Adobe Acrobat (PDF) – The worldwide standard format for supplying print ready artwork.
Artwork – Any material or image prepared for graphic reproduction.
Backing up – Printing the second side of a printed sheet.
Binding – Fastening together assembled sheets or signatures along one edge.
Bleed – The allowance on artwork that extends beyond the trimmed and finished size, to ensure a clean cut off (usually 3mm). A printed image (graphic) that extends beyond the trim edge of the paper.
Board – The term given to papers of 200 gsm or heavier.
Brochure – A pamphlet bound in booklet form.
Burst Binding – Performed by removing a small slot from the spine of the text at folding stage for the adhesive to flow into, allowing the sections to be glued into the cover.
CMYK – Cyan, magenta, yellow and black.

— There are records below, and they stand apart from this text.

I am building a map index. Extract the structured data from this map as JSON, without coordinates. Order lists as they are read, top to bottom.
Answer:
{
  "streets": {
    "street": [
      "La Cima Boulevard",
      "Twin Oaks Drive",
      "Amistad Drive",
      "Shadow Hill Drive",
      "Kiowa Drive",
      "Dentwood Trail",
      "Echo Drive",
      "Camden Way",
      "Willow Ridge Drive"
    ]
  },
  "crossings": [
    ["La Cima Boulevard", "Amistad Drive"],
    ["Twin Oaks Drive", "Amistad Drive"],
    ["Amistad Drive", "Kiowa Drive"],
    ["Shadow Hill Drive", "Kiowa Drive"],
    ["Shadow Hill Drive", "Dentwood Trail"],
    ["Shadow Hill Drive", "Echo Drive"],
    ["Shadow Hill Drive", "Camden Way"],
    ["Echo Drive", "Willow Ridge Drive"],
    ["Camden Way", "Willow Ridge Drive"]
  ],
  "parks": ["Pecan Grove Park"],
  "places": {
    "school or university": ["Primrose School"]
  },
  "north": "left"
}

The four process colours that are used in four-colour printed reproduction.
Collate – To gather sheets, signatures or page sections of a publication together, ensuring they are complete and in their correct order.
Colour proofing – A colour proof is a visual indication that colour separations will produce the required results.

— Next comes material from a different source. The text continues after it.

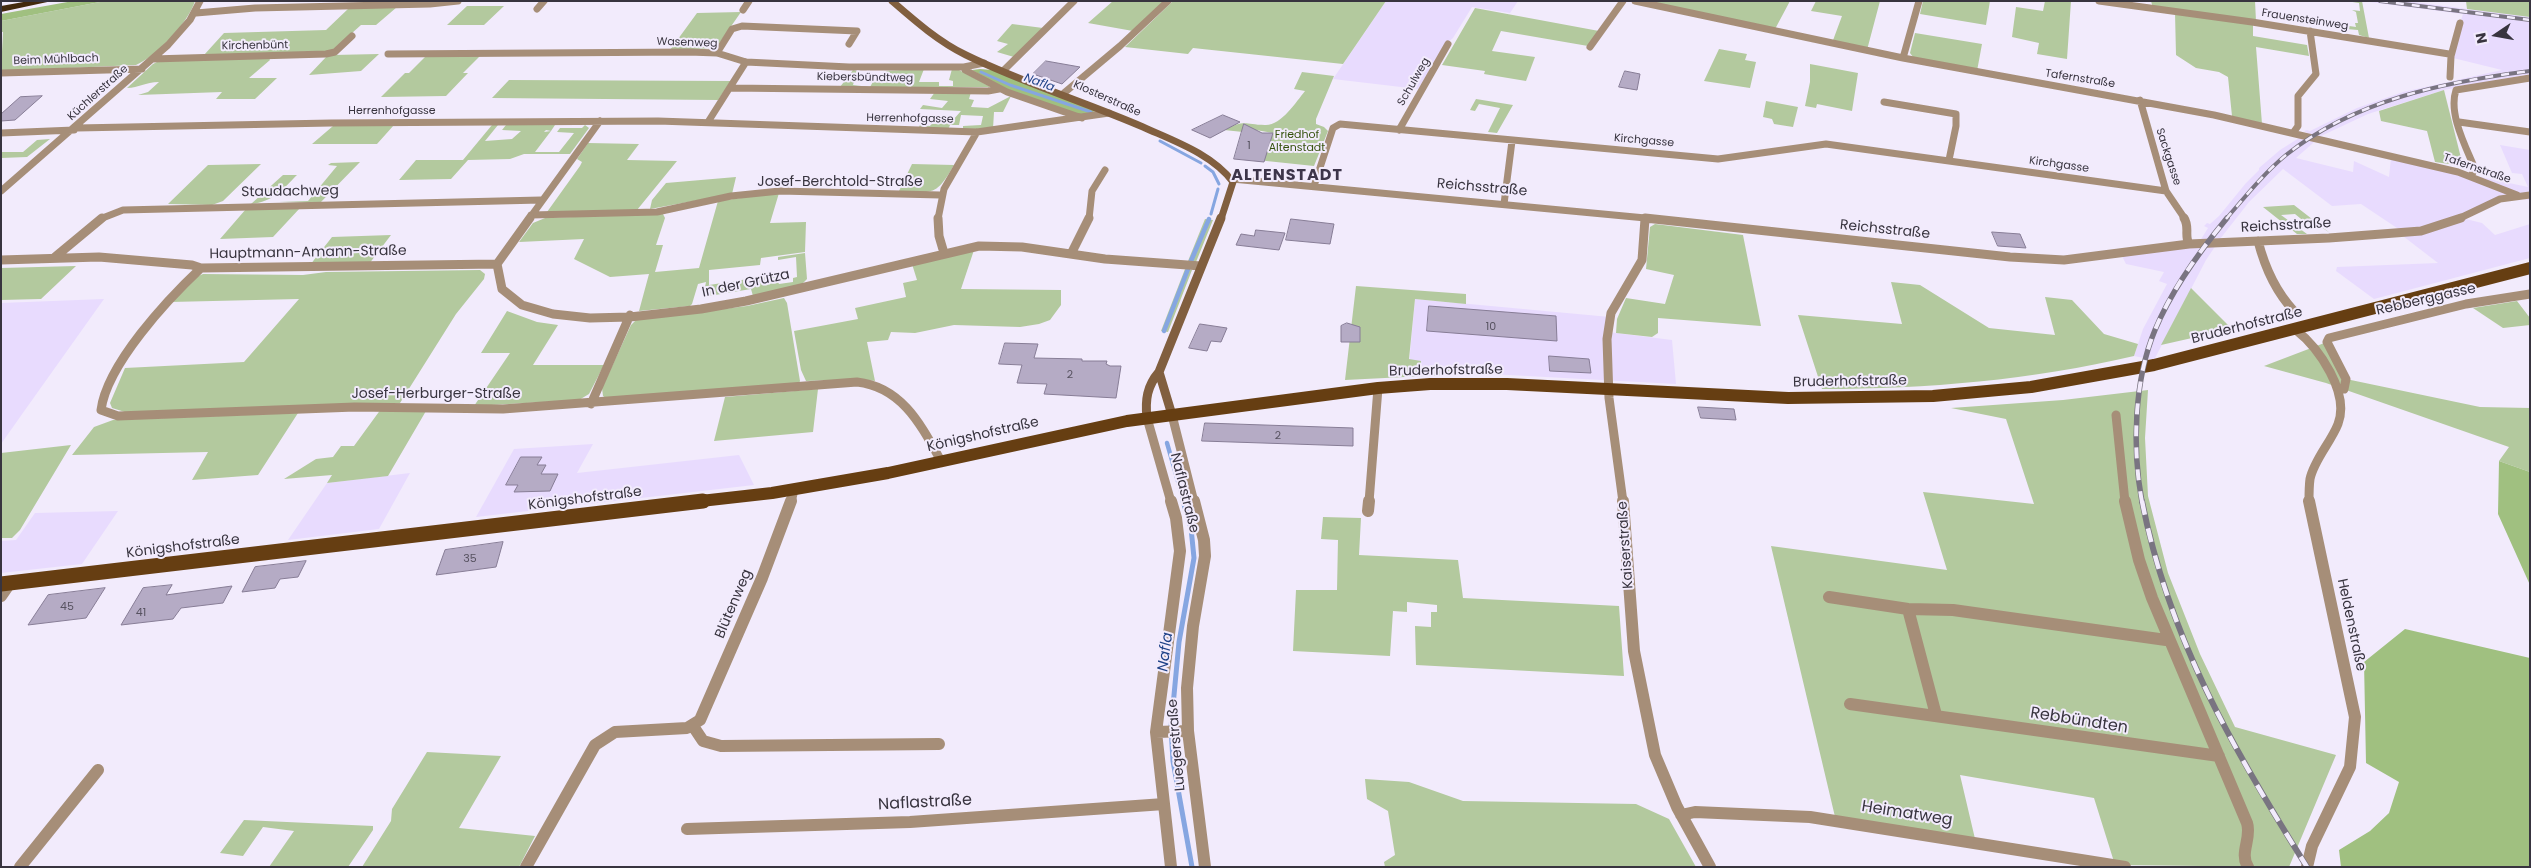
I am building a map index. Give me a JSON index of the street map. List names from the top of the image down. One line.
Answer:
{"streets":{"main road":["Klosterstraße","Bruderhofstraße","Königshofstraße","Naflastraße"],"street":["Frauensteinweg","Wasenweg","Kirchenbünt","Beim Mühlbach","Kiebersbündtweg","Tafernstraße","Schulweg","Küchlerstraße","Herrenhofgasse","Kirchgasse","Sackgasse","Josef-Berchtold-Straße","Reichsstraße","Staudachweg","Hauptmann-Amann-Straße","In der Grütza","Rebberggasse","Josef-Herburger-Straße","Kaiserstraße","Blütenweg","Heldenstraße","Rebbündten","Luegerstraße","Heimatweg"]},"crossings":[["Wasenweg","Kiebersbündtweg"],["Wasenweg","Klosterstraße"],["Kirchenbünt","Küchlerstraße"],["Beim Mühlbach","Küchlerstraße"],["Kiebersbündtweg","Herrenhofgasse"],["Tafernstraße","Sackgasse"],["Tafernstraße","Reichsstraße"],["Schulweg","Kirchgasse"],["Küchlerstraße","Herrenhofgasse"],["Klosterstraße","Herrenhofgasse"],["Klosterstraße","Reichsstraße"],["Klosterstraße","Naflastraße"],["Kirchgasse","Sackgasse"],["Kirchgasse","Reichsstraße"],["Sackgasse","Reichsstraße"],["Reichsstraße","Naflastraße"],["Reichsstraße","Kaiserstraße"],["Staudachweg","Hauptmann-Amann-Straße"],["Hauptmann-Amann-Straße","In der Grütza"],["Hauptmann-Amann-Straße","Josef-Herburger-Straße"],["In der Grütza","Naflastraße"],["Rebberggasse","Heldenstraße"],["Bruderhofstraße","Königshofstraße"],["Bruderhofstraße","Naflastraße"],["Bruderhofstraße","Kaiserstraße"],["Bruderhofstraße","Heldenstraße"],["Bruderhofstraße","Luegerstraße"],["Josef-Herburger-Straße","Königshofstraße"],["Königshofstraße","Naflastraße"],["Königshofstraße","Blütenweg"],["Königshofstraße","Luegerstraße"],["Naflastraße","Luegerstraße"],["Kaiserstraße","Heimatweg"]],"districts":["ALTENSTADT"],"water":["Nafla"],"parks":["Friedhof Altenstadt"],"house_numbers":["1","10","2","2","35","45","41"],"north":"left"}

Colour separating – The process of separating the primary colour components for printing.
Comb binding – A method of binding individual pages together using a plastic comb.
Computer to plate (CTP) – A process whereby the image is transferred directly from the computer to the printing plate, avoiding the production of film.

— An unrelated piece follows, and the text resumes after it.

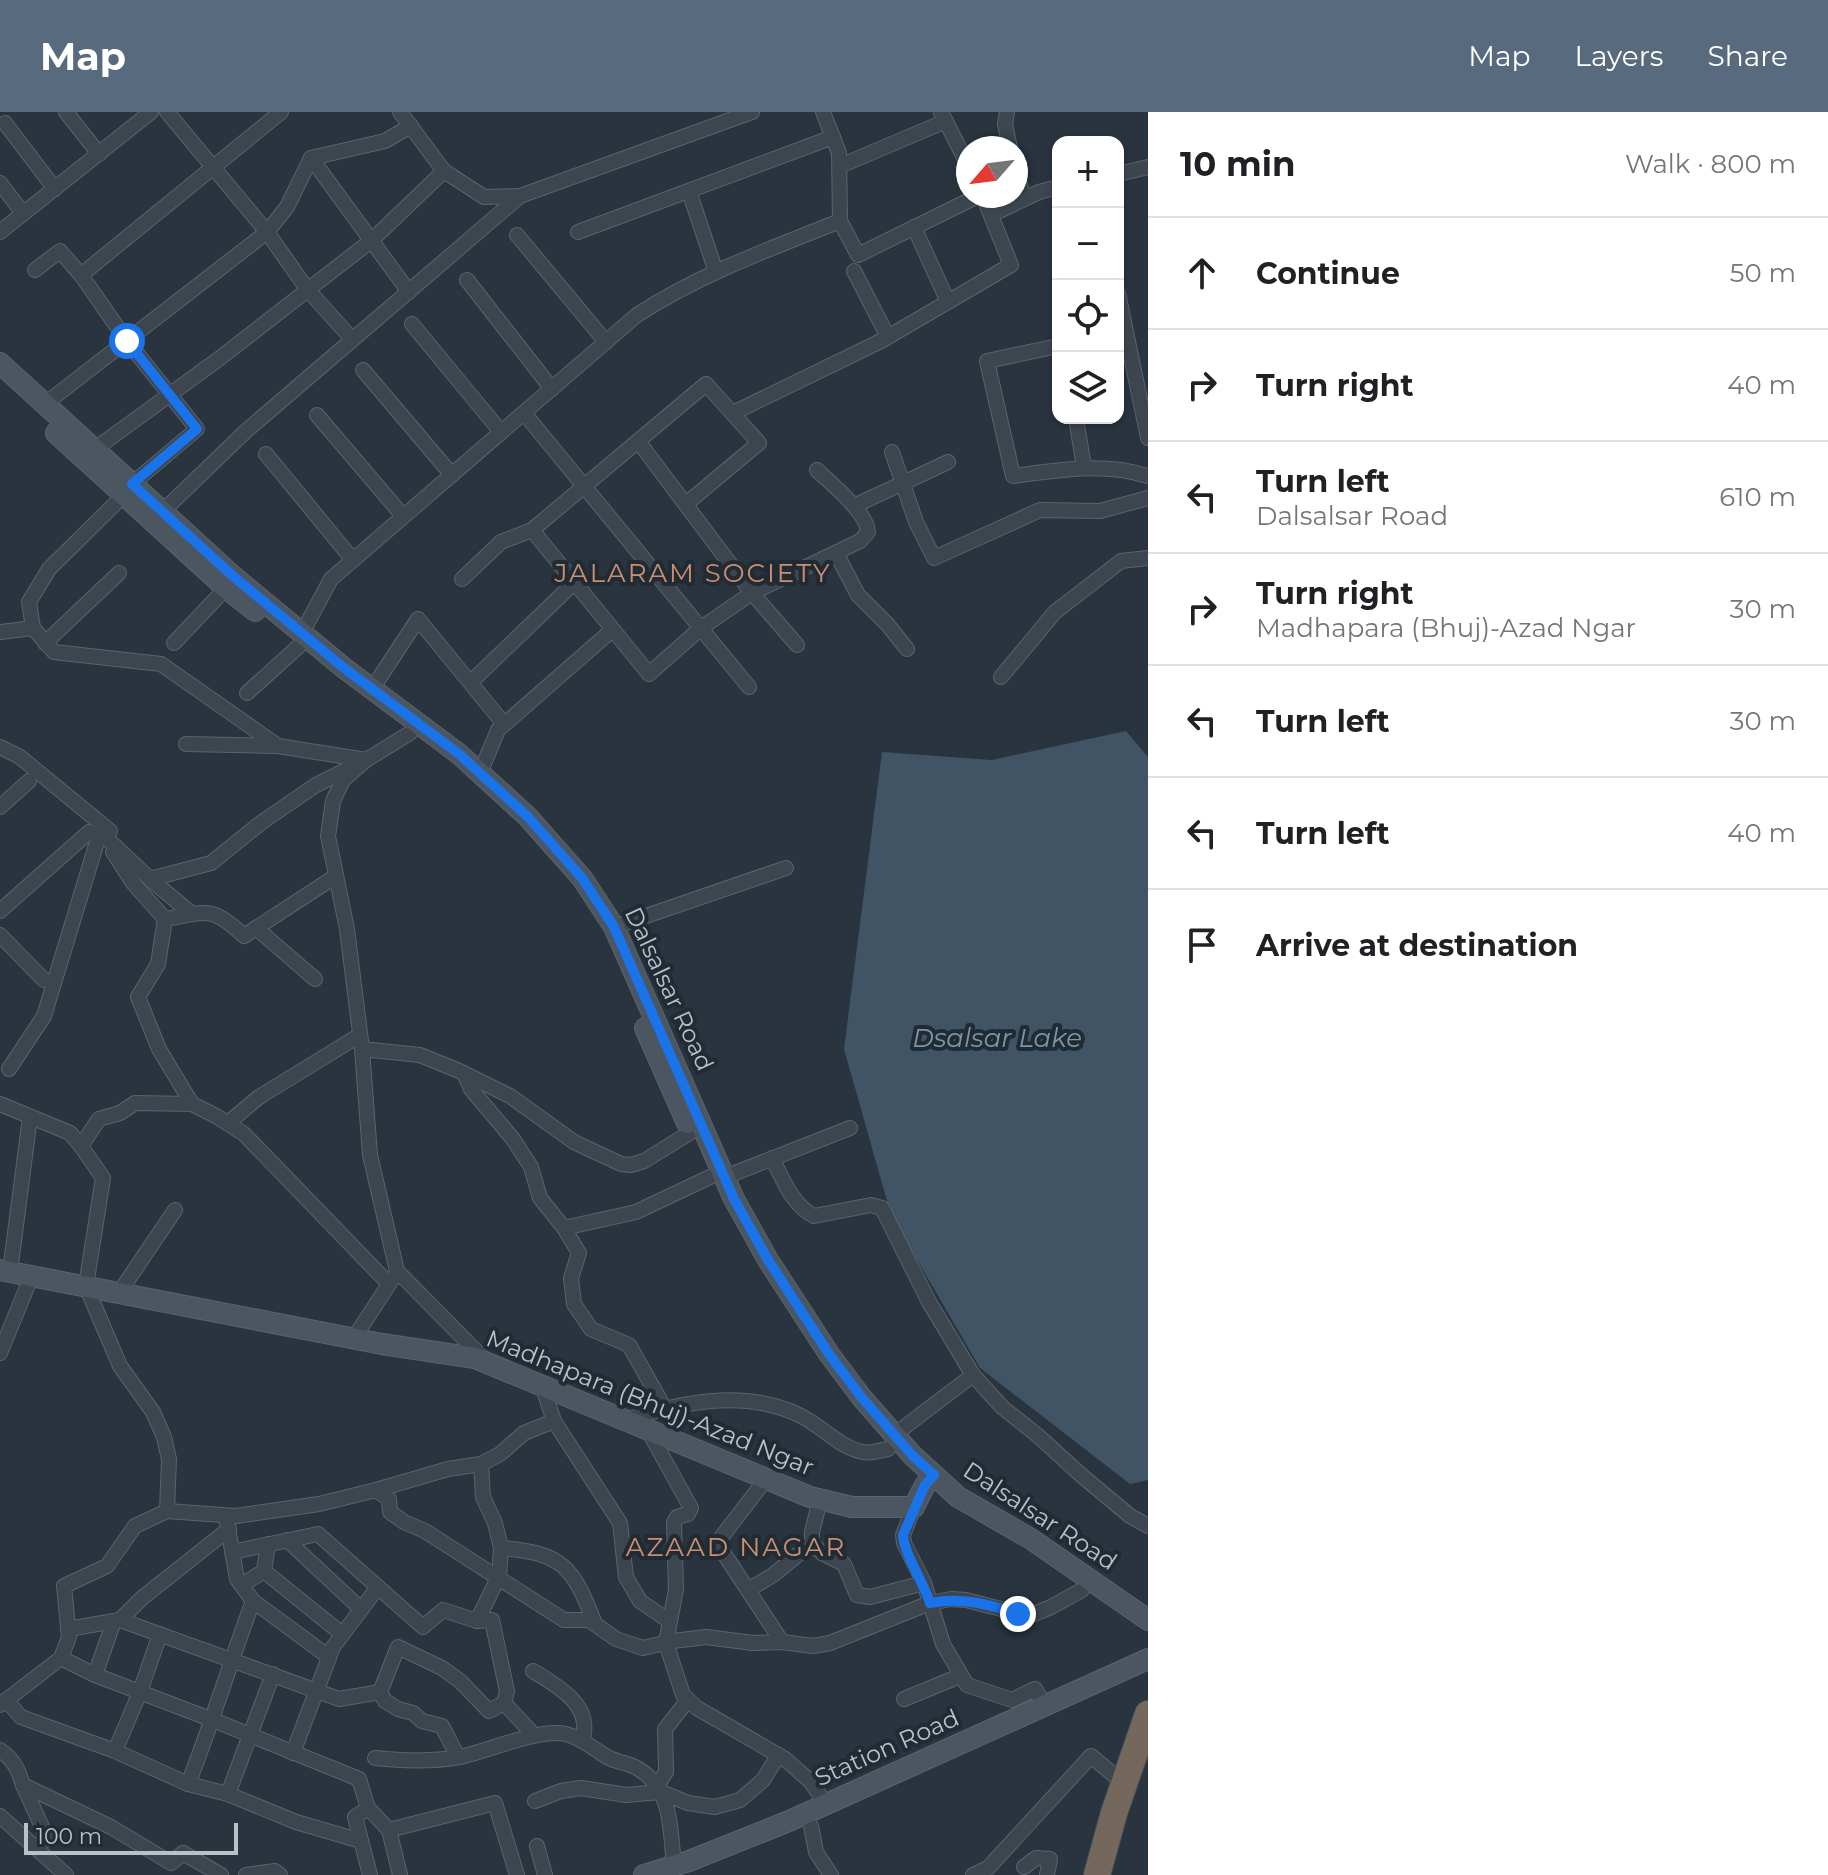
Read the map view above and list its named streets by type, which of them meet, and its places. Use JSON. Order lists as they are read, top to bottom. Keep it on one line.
{"streets":{"street":["Dalsalsar Road","Madhapara (Bhuj)-Azad Ngar","Station Road"]},"districts":["JALARAM SOCIETY","AZAAD NAGAR"],"water":["Dsalsar Lake"],"scale_bar":"100 m","north":"bottom left","page":{"header":"Map","nav":["Map","Layers","Share"],"heading":["10 min","Walk · 800 m"],"map_buttons":["+","−"],"list":[["Continue","50 m"],["Turn right","40 m"],["Turn left","Dalsalsar Road","610 m"],["Turn right","Madhapara (Bhuj)-Azad Ngar","30 m"],["Turn left","30 m"],["Turn left","40 m"],"Arrive at destination"],"scale":"100 m"}}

Creasing – A method of enabling thicker materials to be folded without cracking.
Creep – In a saddle stitched booklet the bulk of the paper causes the inner pages to extend further out than the outer pages when folded. When trimmed the inner pages are narrower than the outer pages. We have software to counter this.
Crop marks – Marks on each corner of a sheet indicating where the sheet will be guillotined to the finished size.
Digital file – An art file that resides on disk, usually in a native application format.
Digital Proof – Proofing using our digital printing press. Useful for brochure mockups on near job stock.
Embossing – A technique to raise the surface of an image or text to make it stand out from the page.
Encapsulated PostScript (EPS) – An image description format. EPS translates graphics and text into descriptions that can be used by the printer. The font and pictures themselves are encapsulated into the EPS code.
Finishing – Finishing embraces all of the steps of the production process after ink has been applied to the sheet.
Foil blocking – A technique to apply an image to paper or board using metal foil. This technique is normally used for prestigious literature.
Gatefold – A fold which turns in on itself from both edges to the centre.
GSM – Abbreviation of grams per square metre, a method of indicating or measuring the substance of a sheet of paper on the basis of weight in grams per square metre. Standard bond is around 80 GSM.
Hard copy – A physical proof which you can touch and feel as an alternative to a PDF or electronic proof which can only be viewed on a computer screen. Hard copy also refers to any item of artwork or text which is supplied on paper rather than as a computer software file.
Image manipulation – The technique of using computer software to alter or improve an image. Often used to remove blemishes or unwanted artifacts from photographs.
Image resolution – The fineness or coarseness of digitised image, in dots per inch (DPI).
Impose – To plan films of pages etc. into correct position prior to plate making.
Imposition – The correct sequential arrangement of pages to be printed, with all margins in proper alignment, for printing plate production.
Imposition schemes – Plans for the arrangement of the pages of a book so that they will follow in correct sequence when folded.
ISO – International Standards Organisation.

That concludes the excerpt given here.